This weekend in Dresden, it felt a little like my birthday. There were neither candles nor cake, and nobody sang for me, but I got gifts. When it was my birthday, months earlier, my sister had ordered sheet music through amazon, but the delivery failed, and she was refunded her money. Instead of paying lots for sending the paltry booklet by mail, she decided to give it to me in person, the next time we saw each other. This was only now, three months after a birthday that already had two threes in it.
Having saved a lot on stamps not stuck on an envelope, my sister had money over to add to a few sheets of music that I will probably never be able to play properly anyway. When I went to the Middle East this summer, no one was more wishful to join than my sister. She now made her point forcefully by giving me a guidebook to Syria and Lebanon. 'We're going in spring, aren't we?' were the accompanying words.
Of course we are. There can be no doubt. I liked my trip this summer but felt shortchanged. Too many things I didn't see, too many avenues I didn't explore. Syria can't be reduced to Damascus, the only place I visited, and even there, I only got a small glimpse. This summer I traveled under the protection and guidance but also constraints of a Jordanian friend of mine. Next spring, we'll be on our own.
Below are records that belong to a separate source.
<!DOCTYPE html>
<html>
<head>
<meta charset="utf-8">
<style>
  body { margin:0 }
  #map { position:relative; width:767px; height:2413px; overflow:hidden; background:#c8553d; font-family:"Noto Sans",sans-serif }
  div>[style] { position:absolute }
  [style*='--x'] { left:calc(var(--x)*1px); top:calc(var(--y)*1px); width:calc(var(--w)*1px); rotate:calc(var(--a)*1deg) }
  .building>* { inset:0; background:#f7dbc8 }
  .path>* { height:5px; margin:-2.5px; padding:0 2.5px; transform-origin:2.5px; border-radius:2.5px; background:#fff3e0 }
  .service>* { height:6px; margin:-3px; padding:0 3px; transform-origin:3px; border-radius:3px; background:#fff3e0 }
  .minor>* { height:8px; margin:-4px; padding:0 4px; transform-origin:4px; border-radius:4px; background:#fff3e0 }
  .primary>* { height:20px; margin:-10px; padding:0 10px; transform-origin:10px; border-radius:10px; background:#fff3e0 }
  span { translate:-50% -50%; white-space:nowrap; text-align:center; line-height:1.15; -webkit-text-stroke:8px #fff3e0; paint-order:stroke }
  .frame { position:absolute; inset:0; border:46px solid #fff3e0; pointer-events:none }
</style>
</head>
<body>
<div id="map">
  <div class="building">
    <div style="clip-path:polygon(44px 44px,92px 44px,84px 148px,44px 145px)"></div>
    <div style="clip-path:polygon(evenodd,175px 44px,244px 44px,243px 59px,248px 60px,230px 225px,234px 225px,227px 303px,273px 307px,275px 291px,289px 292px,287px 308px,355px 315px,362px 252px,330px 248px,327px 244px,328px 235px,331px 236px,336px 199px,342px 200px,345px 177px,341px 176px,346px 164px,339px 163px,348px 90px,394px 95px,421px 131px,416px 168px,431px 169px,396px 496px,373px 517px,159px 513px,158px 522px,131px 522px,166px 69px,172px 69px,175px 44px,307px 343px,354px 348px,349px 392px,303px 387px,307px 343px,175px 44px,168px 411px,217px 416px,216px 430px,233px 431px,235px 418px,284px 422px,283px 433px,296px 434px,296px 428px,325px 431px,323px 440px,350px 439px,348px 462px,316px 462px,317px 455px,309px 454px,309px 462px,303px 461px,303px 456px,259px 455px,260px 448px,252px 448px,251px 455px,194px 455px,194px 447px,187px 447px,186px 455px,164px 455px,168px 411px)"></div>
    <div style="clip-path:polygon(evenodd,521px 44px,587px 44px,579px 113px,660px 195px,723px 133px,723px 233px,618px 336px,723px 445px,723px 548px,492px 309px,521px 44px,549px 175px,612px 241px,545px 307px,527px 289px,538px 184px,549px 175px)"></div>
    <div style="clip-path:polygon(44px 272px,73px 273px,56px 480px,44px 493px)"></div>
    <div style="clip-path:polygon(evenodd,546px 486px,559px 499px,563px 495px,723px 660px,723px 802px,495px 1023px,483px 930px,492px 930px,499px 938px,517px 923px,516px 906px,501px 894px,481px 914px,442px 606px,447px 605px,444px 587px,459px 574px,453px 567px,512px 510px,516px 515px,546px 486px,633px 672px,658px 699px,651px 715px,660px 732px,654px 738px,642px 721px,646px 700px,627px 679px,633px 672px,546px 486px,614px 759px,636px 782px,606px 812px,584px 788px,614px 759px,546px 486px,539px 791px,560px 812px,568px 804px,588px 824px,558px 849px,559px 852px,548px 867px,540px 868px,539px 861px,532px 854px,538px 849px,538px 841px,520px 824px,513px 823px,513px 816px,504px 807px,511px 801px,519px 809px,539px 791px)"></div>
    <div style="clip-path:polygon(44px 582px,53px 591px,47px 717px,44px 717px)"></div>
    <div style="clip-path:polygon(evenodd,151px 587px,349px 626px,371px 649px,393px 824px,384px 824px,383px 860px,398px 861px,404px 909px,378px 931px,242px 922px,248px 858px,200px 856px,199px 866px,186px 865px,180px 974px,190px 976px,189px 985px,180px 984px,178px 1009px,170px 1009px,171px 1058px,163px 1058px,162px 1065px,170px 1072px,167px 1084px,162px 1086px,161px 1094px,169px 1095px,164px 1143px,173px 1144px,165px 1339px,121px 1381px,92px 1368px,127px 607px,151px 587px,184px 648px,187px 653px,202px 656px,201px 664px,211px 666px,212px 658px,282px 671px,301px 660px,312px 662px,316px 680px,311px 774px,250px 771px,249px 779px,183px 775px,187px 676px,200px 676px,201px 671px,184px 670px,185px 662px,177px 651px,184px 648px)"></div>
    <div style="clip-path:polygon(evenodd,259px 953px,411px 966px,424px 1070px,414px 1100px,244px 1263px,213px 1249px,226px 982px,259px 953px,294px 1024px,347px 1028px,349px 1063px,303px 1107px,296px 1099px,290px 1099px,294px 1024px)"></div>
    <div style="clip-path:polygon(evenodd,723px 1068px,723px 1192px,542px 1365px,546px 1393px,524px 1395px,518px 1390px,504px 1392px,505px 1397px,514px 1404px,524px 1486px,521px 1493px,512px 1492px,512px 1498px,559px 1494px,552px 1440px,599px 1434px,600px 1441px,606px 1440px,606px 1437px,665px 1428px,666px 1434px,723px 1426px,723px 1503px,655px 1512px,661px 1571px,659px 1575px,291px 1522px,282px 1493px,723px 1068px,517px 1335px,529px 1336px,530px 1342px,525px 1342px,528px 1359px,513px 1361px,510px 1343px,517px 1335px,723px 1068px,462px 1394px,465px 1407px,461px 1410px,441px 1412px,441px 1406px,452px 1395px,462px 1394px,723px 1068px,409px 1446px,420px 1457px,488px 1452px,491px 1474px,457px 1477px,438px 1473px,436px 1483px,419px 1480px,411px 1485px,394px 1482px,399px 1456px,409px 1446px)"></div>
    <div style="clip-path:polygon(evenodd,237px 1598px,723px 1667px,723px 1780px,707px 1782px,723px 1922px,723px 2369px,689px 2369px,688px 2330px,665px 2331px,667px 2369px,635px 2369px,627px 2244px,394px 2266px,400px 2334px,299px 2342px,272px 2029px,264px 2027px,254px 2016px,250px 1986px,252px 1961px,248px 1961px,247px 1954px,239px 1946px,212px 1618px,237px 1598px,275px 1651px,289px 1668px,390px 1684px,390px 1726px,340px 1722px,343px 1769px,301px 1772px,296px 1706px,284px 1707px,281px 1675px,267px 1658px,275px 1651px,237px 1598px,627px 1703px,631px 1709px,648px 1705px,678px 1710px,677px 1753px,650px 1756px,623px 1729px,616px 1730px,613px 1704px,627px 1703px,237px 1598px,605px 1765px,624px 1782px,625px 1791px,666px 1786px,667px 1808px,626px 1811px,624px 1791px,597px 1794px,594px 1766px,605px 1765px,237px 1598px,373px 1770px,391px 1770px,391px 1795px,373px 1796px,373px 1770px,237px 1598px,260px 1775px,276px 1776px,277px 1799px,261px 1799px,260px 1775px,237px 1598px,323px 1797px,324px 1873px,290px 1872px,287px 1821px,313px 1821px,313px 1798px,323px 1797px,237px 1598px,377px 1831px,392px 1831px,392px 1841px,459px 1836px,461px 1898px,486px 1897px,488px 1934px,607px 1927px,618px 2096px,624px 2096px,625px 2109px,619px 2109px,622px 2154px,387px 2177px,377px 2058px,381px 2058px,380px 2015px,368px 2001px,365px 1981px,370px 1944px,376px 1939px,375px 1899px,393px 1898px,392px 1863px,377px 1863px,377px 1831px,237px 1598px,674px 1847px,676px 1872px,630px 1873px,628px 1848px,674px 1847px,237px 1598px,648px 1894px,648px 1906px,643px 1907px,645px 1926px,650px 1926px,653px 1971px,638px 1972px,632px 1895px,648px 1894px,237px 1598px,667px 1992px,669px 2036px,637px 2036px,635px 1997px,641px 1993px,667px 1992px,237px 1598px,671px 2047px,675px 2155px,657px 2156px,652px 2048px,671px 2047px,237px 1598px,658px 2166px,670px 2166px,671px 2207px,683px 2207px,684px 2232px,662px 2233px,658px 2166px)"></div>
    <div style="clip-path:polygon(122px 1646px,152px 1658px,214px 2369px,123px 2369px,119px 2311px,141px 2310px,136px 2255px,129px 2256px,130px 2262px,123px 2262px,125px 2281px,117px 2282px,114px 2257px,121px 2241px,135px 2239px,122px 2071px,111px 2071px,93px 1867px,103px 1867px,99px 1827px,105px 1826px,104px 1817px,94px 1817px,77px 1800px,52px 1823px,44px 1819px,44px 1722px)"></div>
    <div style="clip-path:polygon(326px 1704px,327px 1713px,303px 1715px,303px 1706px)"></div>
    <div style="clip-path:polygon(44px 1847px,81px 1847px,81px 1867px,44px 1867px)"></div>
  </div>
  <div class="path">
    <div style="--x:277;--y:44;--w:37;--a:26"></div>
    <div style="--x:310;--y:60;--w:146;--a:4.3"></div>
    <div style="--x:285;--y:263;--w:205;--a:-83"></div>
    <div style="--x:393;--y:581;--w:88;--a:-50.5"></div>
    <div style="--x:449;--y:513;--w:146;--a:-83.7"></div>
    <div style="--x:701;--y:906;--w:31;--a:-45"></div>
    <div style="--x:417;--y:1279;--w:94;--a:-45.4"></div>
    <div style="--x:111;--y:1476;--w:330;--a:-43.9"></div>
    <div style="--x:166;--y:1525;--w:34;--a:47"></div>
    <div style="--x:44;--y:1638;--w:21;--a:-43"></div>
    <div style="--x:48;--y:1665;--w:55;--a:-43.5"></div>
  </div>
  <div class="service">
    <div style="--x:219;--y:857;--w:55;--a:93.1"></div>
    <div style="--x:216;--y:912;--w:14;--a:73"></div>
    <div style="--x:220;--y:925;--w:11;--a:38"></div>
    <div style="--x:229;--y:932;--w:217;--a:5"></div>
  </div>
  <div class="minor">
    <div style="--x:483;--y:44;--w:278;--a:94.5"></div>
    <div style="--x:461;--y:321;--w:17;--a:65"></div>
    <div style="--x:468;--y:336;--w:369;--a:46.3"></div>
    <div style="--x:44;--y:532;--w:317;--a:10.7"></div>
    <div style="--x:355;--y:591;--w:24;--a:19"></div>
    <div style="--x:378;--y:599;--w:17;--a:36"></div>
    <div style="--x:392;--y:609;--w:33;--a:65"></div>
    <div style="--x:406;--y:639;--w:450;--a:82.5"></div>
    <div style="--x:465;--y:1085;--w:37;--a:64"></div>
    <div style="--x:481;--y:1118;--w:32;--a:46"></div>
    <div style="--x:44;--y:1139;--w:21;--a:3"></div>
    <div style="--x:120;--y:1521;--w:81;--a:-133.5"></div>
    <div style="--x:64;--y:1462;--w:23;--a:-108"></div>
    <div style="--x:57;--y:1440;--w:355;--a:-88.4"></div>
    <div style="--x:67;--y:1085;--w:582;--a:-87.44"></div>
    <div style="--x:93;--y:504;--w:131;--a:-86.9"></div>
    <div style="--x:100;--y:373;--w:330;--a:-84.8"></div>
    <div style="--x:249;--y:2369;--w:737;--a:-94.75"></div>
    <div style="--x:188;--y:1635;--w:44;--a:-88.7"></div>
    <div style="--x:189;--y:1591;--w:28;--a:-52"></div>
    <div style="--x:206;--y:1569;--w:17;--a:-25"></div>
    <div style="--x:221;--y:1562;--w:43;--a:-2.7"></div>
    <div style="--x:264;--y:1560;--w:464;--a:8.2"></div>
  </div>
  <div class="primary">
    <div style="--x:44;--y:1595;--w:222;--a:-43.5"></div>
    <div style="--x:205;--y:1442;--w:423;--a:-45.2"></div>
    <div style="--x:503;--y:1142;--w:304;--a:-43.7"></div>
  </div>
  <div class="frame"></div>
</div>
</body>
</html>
This prospect is exciting but also scares me considerably. While I read everywhere that Syrians are a friendly bunch and the country is as safe to travel as a country under authoritarian rule should be, my friend imbued me with his own views. I learned that Syria is highly corrupt and its people pathologically wicked and criminally deceitful, axis-of-evil material if you will.
In order to deal better with potential double-dealers and racketeers and to avoid the worst scams, maybe even to ingratiate myself with the locals, I decided to get a basic understanding of the language, to advance beyond reading road signs to actual speaking. This morning, I registered for an Arabic class at Imperial and tonight was my first class.
The teacher, a jolly woman in her forties, hails from Egypt. She speaks Arabic natively and knows her way around the language. She also knows, like a storyteller from thousand and one nights, how to embellish meaning with baroque verbal ornament. This is highly entertaining and, as I'm starting from close to nothing, highly edifying as well.
Among the students, four stand out. With their mixed British-Syrian origins they promise to be more important for preparing my trip than any guidebook could. They might have an opinion on what to visit and what to avoid. And if they haven't been to Syria in years, they might at least know a place in London that sells knafe. I'd mark that with a celebration.